═════ Dataset records

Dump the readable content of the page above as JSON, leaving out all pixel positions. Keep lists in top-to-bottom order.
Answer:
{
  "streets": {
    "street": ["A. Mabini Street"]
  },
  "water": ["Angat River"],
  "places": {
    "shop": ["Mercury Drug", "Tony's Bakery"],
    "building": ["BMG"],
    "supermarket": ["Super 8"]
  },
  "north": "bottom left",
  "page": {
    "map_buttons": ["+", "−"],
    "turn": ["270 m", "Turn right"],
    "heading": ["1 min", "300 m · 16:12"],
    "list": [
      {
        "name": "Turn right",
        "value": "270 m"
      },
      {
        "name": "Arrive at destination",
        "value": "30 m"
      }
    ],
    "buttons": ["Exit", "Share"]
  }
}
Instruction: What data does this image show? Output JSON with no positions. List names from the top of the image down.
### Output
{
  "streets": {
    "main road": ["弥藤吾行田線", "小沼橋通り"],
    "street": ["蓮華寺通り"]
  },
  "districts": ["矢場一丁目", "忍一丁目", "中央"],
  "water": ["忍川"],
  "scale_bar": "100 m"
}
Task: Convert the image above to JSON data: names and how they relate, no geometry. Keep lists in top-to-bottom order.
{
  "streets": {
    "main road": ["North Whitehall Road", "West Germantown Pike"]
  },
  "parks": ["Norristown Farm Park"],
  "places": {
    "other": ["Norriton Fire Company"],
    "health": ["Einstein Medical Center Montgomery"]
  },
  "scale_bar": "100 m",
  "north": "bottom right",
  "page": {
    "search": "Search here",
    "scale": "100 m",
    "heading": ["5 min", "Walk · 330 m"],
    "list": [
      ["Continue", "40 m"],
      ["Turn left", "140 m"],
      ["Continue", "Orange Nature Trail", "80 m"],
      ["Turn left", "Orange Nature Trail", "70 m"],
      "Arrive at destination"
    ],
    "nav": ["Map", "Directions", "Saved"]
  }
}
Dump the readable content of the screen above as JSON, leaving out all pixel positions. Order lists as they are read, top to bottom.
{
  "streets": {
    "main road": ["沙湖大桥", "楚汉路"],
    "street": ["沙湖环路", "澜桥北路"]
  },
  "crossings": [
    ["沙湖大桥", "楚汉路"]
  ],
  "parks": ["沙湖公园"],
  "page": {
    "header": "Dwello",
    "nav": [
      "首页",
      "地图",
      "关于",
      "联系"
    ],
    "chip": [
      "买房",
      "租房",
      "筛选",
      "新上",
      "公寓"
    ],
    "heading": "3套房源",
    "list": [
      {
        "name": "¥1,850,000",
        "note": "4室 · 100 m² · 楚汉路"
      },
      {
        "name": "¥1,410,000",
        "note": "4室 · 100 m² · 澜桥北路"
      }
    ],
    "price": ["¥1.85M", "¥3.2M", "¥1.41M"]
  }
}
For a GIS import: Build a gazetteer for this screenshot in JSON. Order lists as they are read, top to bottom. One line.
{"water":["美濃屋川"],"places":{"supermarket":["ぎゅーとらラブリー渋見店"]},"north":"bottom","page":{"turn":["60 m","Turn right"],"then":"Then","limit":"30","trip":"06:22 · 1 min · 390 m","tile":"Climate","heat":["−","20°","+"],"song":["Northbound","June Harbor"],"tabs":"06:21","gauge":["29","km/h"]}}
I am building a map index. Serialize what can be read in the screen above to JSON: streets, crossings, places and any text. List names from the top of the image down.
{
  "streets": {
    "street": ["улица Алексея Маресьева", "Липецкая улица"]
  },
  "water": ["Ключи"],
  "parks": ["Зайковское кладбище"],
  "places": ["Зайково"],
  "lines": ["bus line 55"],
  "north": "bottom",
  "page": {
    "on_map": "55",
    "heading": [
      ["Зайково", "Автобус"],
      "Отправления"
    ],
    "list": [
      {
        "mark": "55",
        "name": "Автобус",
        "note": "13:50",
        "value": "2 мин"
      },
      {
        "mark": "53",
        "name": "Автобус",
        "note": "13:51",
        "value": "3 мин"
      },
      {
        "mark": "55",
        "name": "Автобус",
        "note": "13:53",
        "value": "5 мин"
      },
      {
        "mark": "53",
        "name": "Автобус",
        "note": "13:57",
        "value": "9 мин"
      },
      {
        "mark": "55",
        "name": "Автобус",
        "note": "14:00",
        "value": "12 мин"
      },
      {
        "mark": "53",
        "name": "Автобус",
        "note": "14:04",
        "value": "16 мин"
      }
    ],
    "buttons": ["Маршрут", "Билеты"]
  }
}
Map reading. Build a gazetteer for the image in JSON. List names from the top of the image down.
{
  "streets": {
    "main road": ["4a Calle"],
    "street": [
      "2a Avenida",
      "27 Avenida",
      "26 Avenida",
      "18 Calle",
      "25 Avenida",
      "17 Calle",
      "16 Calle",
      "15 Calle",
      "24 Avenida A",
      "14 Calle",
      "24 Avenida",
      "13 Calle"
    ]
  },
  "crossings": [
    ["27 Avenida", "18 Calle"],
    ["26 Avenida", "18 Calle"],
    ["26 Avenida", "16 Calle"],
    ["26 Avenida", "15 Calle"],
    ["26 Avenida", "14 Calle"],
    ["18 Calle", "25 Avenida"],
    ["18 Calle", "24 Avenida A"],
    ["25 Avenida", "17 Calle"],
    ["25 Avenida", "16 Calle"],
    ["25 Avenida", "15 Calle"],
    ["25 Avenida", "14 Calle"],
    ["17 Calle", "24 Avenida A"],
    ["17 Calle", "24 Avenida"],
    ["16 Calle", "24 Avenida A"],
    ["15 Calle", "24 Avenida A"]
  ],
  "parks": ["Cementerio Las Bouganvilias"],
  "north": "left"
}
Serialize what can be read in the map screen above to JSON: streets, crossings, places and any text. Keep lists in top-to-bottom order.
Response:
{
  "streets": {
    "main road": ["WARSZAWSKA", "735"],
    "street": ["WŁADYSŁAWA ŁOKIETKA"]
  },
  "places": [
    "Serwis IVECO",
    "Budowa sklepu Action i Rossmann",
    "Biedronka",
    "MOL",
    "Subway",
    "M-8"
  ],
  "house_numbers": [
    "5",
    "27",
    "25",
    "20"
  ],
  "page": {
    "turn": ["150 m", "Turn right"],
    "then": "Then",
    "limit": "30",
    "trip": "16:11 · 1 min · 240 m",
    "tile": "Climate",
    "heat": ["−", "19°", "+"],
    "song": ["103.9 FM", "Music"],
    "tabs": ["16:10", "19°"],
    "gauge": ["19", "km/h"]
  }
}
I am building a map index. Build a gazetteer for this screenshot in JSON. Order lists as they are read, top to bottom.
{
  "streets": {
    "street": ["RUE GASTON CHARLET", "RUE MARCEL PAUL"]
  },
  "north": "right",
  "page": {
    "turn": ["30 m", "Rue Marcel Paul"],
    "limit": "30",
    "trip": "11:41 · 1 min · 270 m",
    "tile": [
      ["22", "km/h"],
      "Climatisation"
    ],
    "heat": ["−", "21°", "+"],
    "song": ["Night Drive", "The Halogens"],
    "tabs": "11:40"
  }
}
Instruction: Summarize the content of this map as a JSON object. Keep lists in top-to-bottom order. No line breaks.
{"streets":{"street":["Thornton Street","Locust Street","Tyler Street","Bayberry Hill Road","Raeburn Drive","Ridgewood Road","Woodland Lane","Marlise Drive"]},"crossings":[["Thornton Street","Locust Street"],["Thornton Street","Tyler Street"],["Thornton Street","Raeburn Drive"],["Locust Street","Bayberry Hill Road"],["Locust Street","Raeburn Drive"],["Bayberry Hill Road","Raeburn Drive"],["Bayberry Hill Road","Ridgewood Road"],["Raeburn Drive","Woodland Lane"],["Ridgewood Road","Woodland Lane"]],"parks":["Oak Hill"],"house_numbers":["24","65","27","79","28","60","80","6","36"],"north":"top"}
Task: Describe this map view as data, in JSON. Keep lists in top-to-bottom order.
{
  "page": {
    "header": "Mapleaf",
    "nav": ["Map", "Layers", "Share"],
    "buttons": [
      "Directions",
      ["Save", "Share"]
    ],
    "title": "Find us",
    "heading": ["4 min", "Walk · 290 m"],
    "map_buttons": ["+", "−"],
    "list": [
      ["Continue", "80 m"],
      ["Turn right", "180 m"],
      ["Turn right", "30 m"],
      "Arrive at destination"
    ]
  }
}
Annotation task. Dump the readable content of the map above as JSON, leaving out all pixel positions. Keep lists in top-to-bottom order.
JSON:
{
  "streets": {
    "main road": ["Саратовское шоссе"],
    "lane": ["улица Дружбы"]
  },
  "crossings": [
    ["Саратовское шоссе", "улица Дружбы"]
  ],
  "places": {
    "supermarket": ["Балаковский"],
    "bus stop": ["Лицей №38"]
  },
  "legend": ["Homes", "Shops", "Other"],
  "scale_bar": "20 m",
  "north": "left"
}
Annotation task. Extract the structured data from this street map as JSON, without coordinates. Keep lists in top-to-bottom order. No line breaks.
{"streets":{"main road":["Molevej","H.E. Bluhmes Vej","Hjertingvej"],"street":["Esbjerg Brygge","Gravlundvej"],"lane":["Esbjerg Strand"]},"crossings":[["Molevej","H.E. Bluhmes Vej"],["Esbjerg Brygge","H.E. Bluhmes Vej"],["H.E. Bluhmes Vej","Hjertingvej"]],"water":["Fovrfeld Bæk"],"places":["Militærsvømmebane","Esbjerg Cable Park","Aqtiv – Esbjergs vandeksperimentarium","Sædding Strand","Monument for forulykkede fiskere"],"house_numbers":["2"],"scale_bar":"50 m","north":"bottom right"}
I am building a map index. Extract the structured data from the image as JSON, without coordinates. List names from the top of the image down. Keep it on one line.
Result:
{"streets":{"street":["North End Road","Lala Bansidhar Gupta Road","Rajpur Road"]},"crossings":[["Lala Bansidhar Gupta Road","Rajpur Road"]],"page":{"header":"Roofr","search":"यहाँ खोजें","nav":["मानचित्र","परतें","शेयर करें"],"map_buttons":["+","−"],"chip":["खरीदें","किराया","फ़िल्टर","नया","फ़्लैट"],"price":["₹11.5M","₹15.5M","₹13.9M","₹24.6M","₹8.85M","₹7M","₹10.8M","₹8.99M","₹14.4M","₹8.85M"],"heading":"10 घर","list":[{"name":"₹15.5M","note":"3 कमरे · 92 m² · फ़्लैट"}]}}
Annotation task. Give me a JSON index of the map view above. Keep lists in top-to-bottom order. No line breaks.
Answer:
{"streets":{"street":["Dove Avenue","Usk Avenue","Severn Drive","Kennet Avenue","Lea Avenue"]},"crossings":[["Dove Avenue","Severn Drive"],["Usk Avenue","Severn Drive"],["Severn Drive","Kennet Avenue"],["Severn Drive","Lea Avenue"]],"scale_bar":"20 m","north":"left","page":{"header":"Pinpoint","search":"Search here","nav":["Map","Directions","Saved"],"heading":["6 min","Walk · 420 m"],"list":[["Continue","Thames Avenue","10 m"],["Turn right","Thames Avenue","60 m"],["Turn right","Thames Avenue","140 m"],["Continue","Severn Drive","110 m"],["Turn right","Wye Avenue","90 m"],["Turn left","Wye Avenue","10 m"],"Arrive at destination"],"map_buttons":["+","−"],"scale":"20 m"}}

══════════

Description of the task:
Could you give again, word for word, the line with "Annotation task. Give" and all lines after it through the end of the data? Leave out everything else.

Task result:
Annotation task. Give me a JSON index of the map view above. Keep lists in top-to-bottom order. No line breaks.
Answer:
{"streets":{"street":["Dove Avenue","Usk Avenue","Severn Drive","Kennet Avenue","Lea Avenue"]},"crossings":[["Dove Avenue","Severn Drive"],["Usk Avenue","Severn Drive"],["Severn Drive","Kennet Avenue"],["Severn Drive","Lea Avenue"]],"scale_bar":"20 m","north":"left","page":{"header":"Pinpoint","search":"Search here","nav":["Map","Directions","Saved"],"heading":["6 min","Walk · 420 m"],"list":[["Continue","Thames Avenue","10 m"],["Turn right","Thames Avenue","60 m"],["Turn right","Thames Avenue","140 m"],["Continue","Severn Drive","110 m"],["Turn right","Wye Avenue","90 m"],["Turn left","Wye Avenue","10 m"],"Arrive at destination"],"map_buttons":["+","−"],"scale":"20 m"}}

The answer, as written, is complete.